4. The circuit court issued a memorandum for the record dated November 22, 1991. In this memorandum, the court explained that if it had made an explicit decision with respect to the Campennis' motion for double damages, it would have denied the motion. The court stated that dogs are property, for purposes of sec. 174.02(1)(b), Stats. However, the court determined that the Walraths did not have sufficient notice of the first injury to be subjected to a doubling of the damages.

The circuit court lost its competency to rule on the motion for double damages after 90 days. Watts v. Watts, 152 Wis.2d 370, 378, 448 N.W.2d 292 (Ct. App. 1989). Hence, this court will not consider this memorandum when reviewing the notice issue.

5. Section 174.001(3), Stats., provides as follows: (3) `Livestock' means any horse, bovine, sheep, goat, pig, domestic rabbit or domestic fowl, including game fowl raised in captivity.
6. Prior to 1981, the relevant statutes did not use the word "livestock", but rather listed those animals included individually— horses, cattle, sheep or lambs. As part of the revision of sec. 174.02, Stats., in 1981, the legislature replaced this list of animals with the more inclusive term "livestock".

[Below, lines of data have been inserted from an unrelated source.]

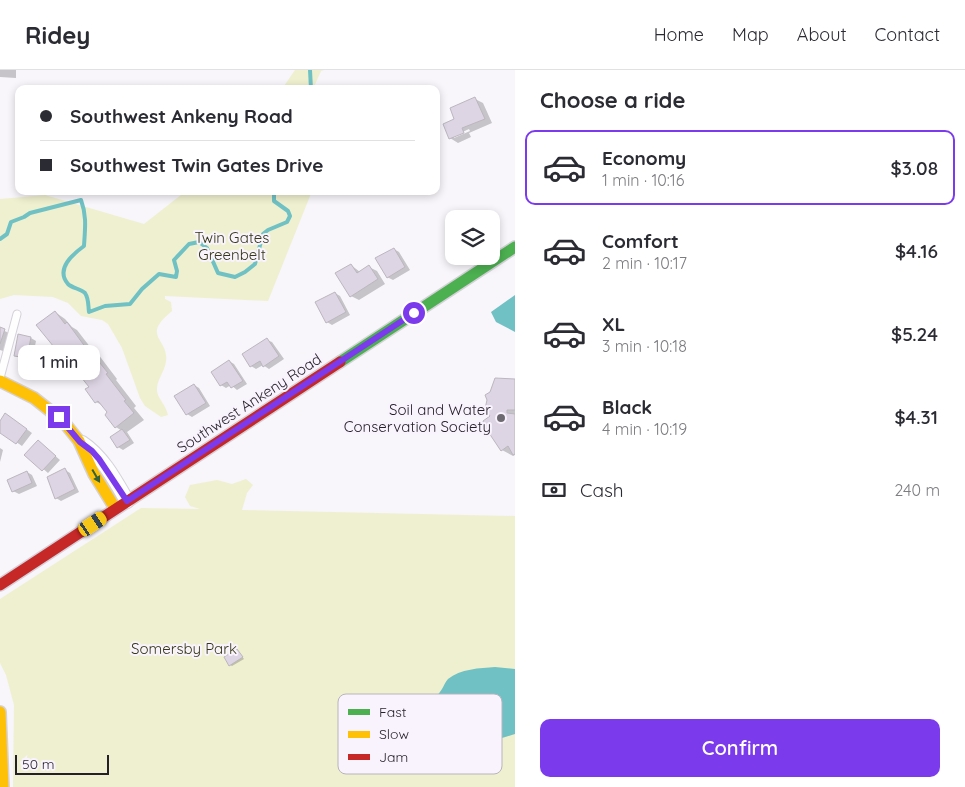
<!DOCTYPE html>
<html lang="en">
<head>
<meta charset="utf-8">
<style>
	:root { --surface:#fff; --page:#f2f2f3; --text:#2b2b33; --muted:#7c7c81; --line:#e1e1e2; --accent:#7c3aed }
	body { margin:0; font-family:Quicksand,sans-serif; background:var(--page); color:var(--text); height:100vh; display:flex; flex-direction:column; font-size:19px; white-space:nowrap }
	* { box-sizing:border-box; margin:0 }
	p { font-size:16px; color:var(--muted) }
	.icon { flex:none; width:28px; height:28px; fill:none; stroke:currentColor; stroke-width:2; stroke-linecap:round; stroke-linejoin:round }
	.map { position:relative; flex:1; overflow:hidden }
	.drawer { display:flex; flex-direction:column; background:var(--surface); width:450px }
	.drawer>* { flex:none }
	.banner { position:absolute; left:15px; top:15px; width:425px; height:110px; border-radius:10px; box-shadow:0 2px 8px #0003; display:grid; align-content:center; height:110px; padding:0 25px; background:var(--surface) }
	.controls { position:absolute; left:445px; top:140px; display:grid; gap:10px }
	.controls a { display:grid; place-items:center; width:55px; height:55px; border-radius:10px; background:var(--surface); box-shadow:0 2px 8px #0003; font-size:25px }
	.scale { position:absolute; left:15px; bottom:12px; width:94px; box-sizing:border-box; padding-left:5px; border:2px solid #241f28; border-top:0; font-size:14px; line-height:18px; white-space:nowrap; color:#241f28; -webkit-text-stroke:4px #f9f3fd; paint-order:stroke }
	.end { position:absolute; width:22px; height:22px; margin:-11px; border:6px solid #7c3aed; background:#fff; box-shadow:0 0 0 2px #fff }
	.from { border-radius:50% }
	.bubble { position:absolute; height:35px; border-radius:10px; background:var(--surface); box-shadow:0 2px 8px #0003; font-size:16px; font-weight:600; line-height:35px; text-align:center }
	.car { position:absolute; width:15px; height:30px; margin:-15px -8px; border-radius:6px; box-shadow:0 0 4px 1px #0007; background:linear-gradient(#f5c518 24%,#345 0 40%,#f5c518 0 76%,#345 0 86%,#f5c518 0) }
	.banner b { display:flex; align-items:center; gap:18px; height:48px; font-size:19px }
	.banner b+b { border-top:1px solid var(--line) }
	.banner i { width:12px; height:12px; background:var(--text) }
	ul { padding:0; list-style:none }
	li { display:flex; align-items:center; gap:15px; height:75px; margin:0 10px 8px; padding:0 15px; border:2px solid transparent; border-radius:10px }
	li div { flex:1 }
	li b { display:block; font-size:19px }
	li em { font-style:normal; font-weight:600 }
	li.active { border-color:var(--accent) }
	li>.icon { width:45px; height:45px; stroke-width:1.5 }
	h2 { padding:0 25px; font-size:22px; line-height:60px }
	.pay { display:flex; align-items:center; gap:12px; height:55px; padding:0 25px; font-size:19px }
	.pay p { margin-inline-start:auto }
	.primary-button { display:flex; gap:10px; margin-top:auto; padding:10px 25px }
	.primary-button a { flex:1; height:58px; border-radius:10px; background:var(--accent); color:#fff; font-size:20px; font-weight:600; line-height:58px; text-align:center }
	header { display:flex; align-items:center; gap:30px; box-sizing:border-box; height:70px; padding:0 25px; background:var(--surface); border-bottom:1px solid var(--line) }
	header strong { font-size:24px }
	nav { display:flex; gap:28px; margin-inline-start:auto; font-size:18px }
	main { display:flex; flex:1; min-height:0 }
	.map>svg:first-child { display:block }
</style>
</head>
<body>
<header>
<strong>Ridey</strong>
<nav><a>Home</a><a>Map</a><a>About</a><a>Contact</a></nav>
</header>
<main>
<div class="map">
<svg width="515" height="717" viewBox="0 0 515 717">
	<rect width="100%" height="100%" fill="#f8f5fb"/>
	<path fill="#eff0cf" d="M295,0H324L321,1L313,19H282Z
		M186,121H312L268,231L165,226V229L171,232L172,241C140,267 169,268 166,291C165,302 156,310 157,321C158,329 166,335 168,345L161,347L145,336L140,328L122,278L108,254L102,250L81,246L68,233L53,227L14,225L0,229V129L45,125L144,154Z
		M246,409L253,415L247,423L242,440L515,446V717H13L14,635L6,605L0,593V529L141,438L200,439L190,436L185,427L190,415L217,410L232,414Z"/>
	<path fill="#70c1c4" d="M515,225V262L496,252L491,242Z
		M495,597L515,599V664C497,670 440,686 427,667C416,651 433,632 442,619C444,616 445,612 448,609C460,599 480,598 495,597Z"/>
	<path fill="#0003" fill-rule="evenodd" d="M0,0H16V8L0,7Z
		M475,29L483,33L492,53L469,63L471,67L458,73L450,68L456,49ZM469,59L470,61L454,68V66Z
		M394,179L399,182L410,200L393,210L387,207Z
		M351,195L360,202L369,197L377,201L385,214L359,230L351,226Z
		M335,223L340,226L350,245L332,255L327,252Z
		M55,242L65,249L72,257L77,260L94,282L98,284L117,309L116,310L136,336L134,338L144,350L127,362L134,373L123,380L118,377L122,361L116,357L104,336L96,332L90,317L74,295L68,292Z
		M0,259L9,263L3,281L0,280Z
		M31,268L36,271L32,290L15,285Z
		M267,270L272,272L284,289L269,299L263,295L256,299L251,296L243,285Z
		M229,291L234,294L247,314L237,320L231,315L226,318L221,315Z
		M515,311V385L513,386L502,380L486,356Z
		M194,315L199,318L210,336L192,347L187,344Z
		M11,348L32,363L22,376L0,361V353Z
		M38,371L60,390L48,403L26,384Z
		M0,378L3,380L0,392Z
		M65,400L70,403L79,422L61,431L56,428Z
		M27,402L32,405L37,416L19,424L13,421Z
		M237,580L244,589L232,596L230,595Z"/>
	<g fill="none" stroke-linecap="round" stroke-linejoin="round">
		<path stroke="#70c1c4" stroke-width="4" d="M310,0L311,19
			M0,169L7,164L11,152L24,147L30,143L81,130C87,146 85,159 84,176C73,184 55,199 68,214C72,218 81,219 85,223C89,229 88,235 89,242L105,236L130,234L142,219L159,204L176,207L177,201L174,190L189,174L199,172L207,178L218,203L235,207L245,202L255,194L263,164L268,160L287,152L290,146L288,141L274,131V121"/>
	</g>
	<path fill="#ded5e4" stroke="#bbb7be" d="M475,27L485,49L462,58L464,63L449,69L443,54L454,49L450,38Z
		M394,178L405,197L387,208L375,188Z
		M351,194L357,203L369,195L378,209L350,227L335,203Z
		M335,222L346,242L326,253L315,232Z
		M55,241L65,254L67,252L86,278L87,277L108,303L106,304L126,330L124,331L134,343L115,358L105,345L107,342L98,331L95,333L85,319L89,317L69,292L67,293L36,255Z
		M0,257L5,259L0,274Z
		M18,264L31,267L27,288L14,286Z
		M267,268L279,286L263,297L260,291L250,297L242,284Z
		M229,290L243,311L231,318L227,312L220,316L211,302Z
		M495,308L515,309V340H507V343L515,344V384L513,385L508,376L501,381L485,357L483,351L490,346L485,339L487,330L485,325L490,322Z
		M194,314L206,333L186,345L174,326Z
		M5,343L27,359L16,374L0,363V351Z
		M122,359L130,370L117,378L110,367Z
		M38,370L56,386L42,401L24,385Z
		M65,398L75,419L55,429L47,407Z
		M27,401L32,413L12,422L7,410Z
		M237,579L243,587L229,596L224,587Z"/>
	<g fill="none" stroke-linecap="round" stroke-linejoin="round">
		<defs>
			<path id="lane" d="M0,308L17,244"/>
			<path id="street" d="M82,373C102,386 115,410 127,431"/>
			<path id="fast" d="M340,292L515,177"/>
			<path id="slow" d="M0,311L34,328L63,351L79,371L94,404L115,438
				M0,642L3,717"/>
			<path id="jam" d="M0,515L340,292"/>
		</defs>
		<use href="#lane" stroke="#d5d1d9" stroke-width="9"/>
		<use href="#street" stroke="#d5d1d9" stroke-width="16"/>
		<use href="#fast" stroke="#d5d1d9" stroke-width="14"/>
		<use href="#slow" stroke="#d5d1d9" stroke-width="14"/>
		<use href="#jam" stroke="#d5d1d9" stroke-width="14"/>
		<use href="#lane" stroke="#fefefe" stroke-width="7"/>
		<use href="#street" stroke="#fefefe" stroke-width="14"/>
		<use href="#fast" stroke="#4caf50" stroke-width="11"/>
		<use href="#slow" stroke="#ffc107" stroke-width="11"/>
		<use href="#jam" stroke="#c62828" stroke-width="11"/>
	</g>
	<defs><path id="oneway-solid" d="M-6-.8H1V-3.2L6.5 0L1 3.2V.8H-6Z" transform="scale(1.25)"/></defs>
	<use fill="#36603a" href="#oneway-solid" transform="translate(96 406) rotate(60)"/>
	<g fill="none" stroke-linecap="round" stroke-linejoin="round">
		<path stroke="#7c3aed" stroke-width="6" d="M59,347L80,372L92,381L99,389L127,431L414,243"/>
	</g>
	<circle fill="#6e6a72" stroke="#f9f3fd" stroke-width="2" cx="501" cy="348" r="5"/>
	<g text-anchor="middle" dominant-baseline="central" stroke-width="4" stroke-linejoin="round" paint-order="stroke">
		<g font-size="15" fill="#353715" stroke="#f9f3fd">
			<text x="232" y="167">Twin Gates<tspan x="232" dy="17">Greenbelt</tspan></text>
			<text x="184" y="578">Somersby Park</text>
		</g>
		<g font-size="15" fill="#241f28" stroke="#f9f3fd">
			<text transform="translate(249 333) rotate(-33)">Southwest Ankeny Road</text>
		</g>
		<g font-size="15" fill="#241f28" stroke="#f9f3fd" text-anchor="end">
			<text x="491" y="339">Soil and Water<tspan x="491" dy="17">Conservation Society</tspan></text>
		</g>
	</g>
	<rect x="338" y="624" width="164" height="80" rx="8" fill="#f9f3fd" stroke="#b9b3bd" stroke-width="1"/>
	<rect x="348" y="639" width="22" height="6" fill="#4caf50"/>
	<rect x="348" y="661" width="22" height="7" fill="#ffc107"/>
	<rect x="348" y="684" width="22" height="6" fill="#c62828"/>
	<g font-size="14" fill="#241f28">
		<text x="379" y="647">Fast</text>
		<text x="379" y="669">Slow</text>
		<text x="379" y="692">Jam</text>
	</g>
</svg>
<div class="controls">
<a><svg class="icon" aria-label="layers" viewBox="0 0 24 24"><path d="M12 4l9 5-9 5-9-5zM3 14l9 5 9-5"/></svg></a>
</div>
<div class="scale">50 m</div>
<i class="end from" style="left:414px;top:243px"></i>
<i class="end" style="left:59px;top:347px"></i>
<div class="bubble" style="left:18px;top:275px;width:82px">1 min</div>
<i class="car" style="left:93px;top:454px;rotate:56deg"></i>
<div class="banner">
<b><i class="from"></i>Southwest Ankeny Road</b>
<b><i></i>Southwest Twin Gates Drive</b>
</div>
</div>
<section class="drawer">
<h2>Choose a ride</h2>
<ul>
<li class="active"><svg class="icon" aria-label="car" viewBox="0 0 24 24"><path d="M5 17H2v-5l4-1 3-4h7l3 4 3 1v5h-3M9 17h6M6 11h13"/><circle cx="7" cy="17" r="2"/><circle cx="17" cy="17" r="2"/></svg><div><b>Economy</b><p>1 min · 10:16</p></div><em>$3.08</em></li>
<li><svg class="icon" aria-label="car" viewBox="0 0 24 24"><path d="M5 17H2v-5l4-1 3-4h7l3 4 3 1v5h-3M9 17h6M6 11h13"/><circle cx="7" cy="17" r="2"/><circle cx="17" cy="17" r="2"/></svg><div><b>Comfort</b><p>2 min · 10:17</p></div><em>$4.16</em></li>
<li><svg class="icon" aria-label="car" viewBox="0 0 24 24"><path d="M5 17H2v-5l4-1 3-4h7l3 4 3 1v5h-3M9 17h6M6 11h13"/><circle cx="7" cy="17" r="2"/><circle cx="17" cy="17" r="2"/></svg><div><b>XL</b><p>3 min · 10:18</p></div><em>$5.24</em></li>
<li><svg class="icon" aria-label="car" viewBox="0 0 24 24"><path d="M5 17H2v-5l4-1 3-4h7l3 4 3 1v5h-3M9 17h6M6 11h13"/><circle cx="7" cy="17" r="2"/><circle cx="17" cy="17" r="2"/></svg><div><b>Black</b><p>4 min · 10:19</p></div><em>$4.31</em></li>
</ul>
<div class="pay"><svg class="icon" aria-label="cash" viewBox="0 0 24 24"><path d="M3 7h18v10H3z"/><circle cx="12" cy="12" r="2"/></svg>Cash<p>240 m</p></div>
<div class="primary-button"><a>Confirm</a></div>
</section>
</main>
</body>
</html>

7. The Walraths contend that the Campennis waived any claim to double damages when they withdrew the special verdict question regarding Mr. Walrath's knowledge of the first injury. However, as discussed above, the trial record indicates that the Campennis only withdrew the question because both parties and the court agreed that if the jury found the Walraths negligent in both incidents, the court could infer that the Walraths had the requisite notice or knowledge. Accordingly, we find that the Campennis did not waive this claim.
1. The jury awarded Mrs. Campenni $67,600.00 for the second incident consisting of $17,000.00 for future medical and hospital expenses, $50,000.00 for past and future pain, suffering and disability and $600.00 for past household expenses as a result of the second incident. The jury awarded $1,000.00 for loss of consortium as a result of the second incident.
2. The over $75,000 figure is arrived at by adding together $68,600.00 and $6,528.00, past medical expenses.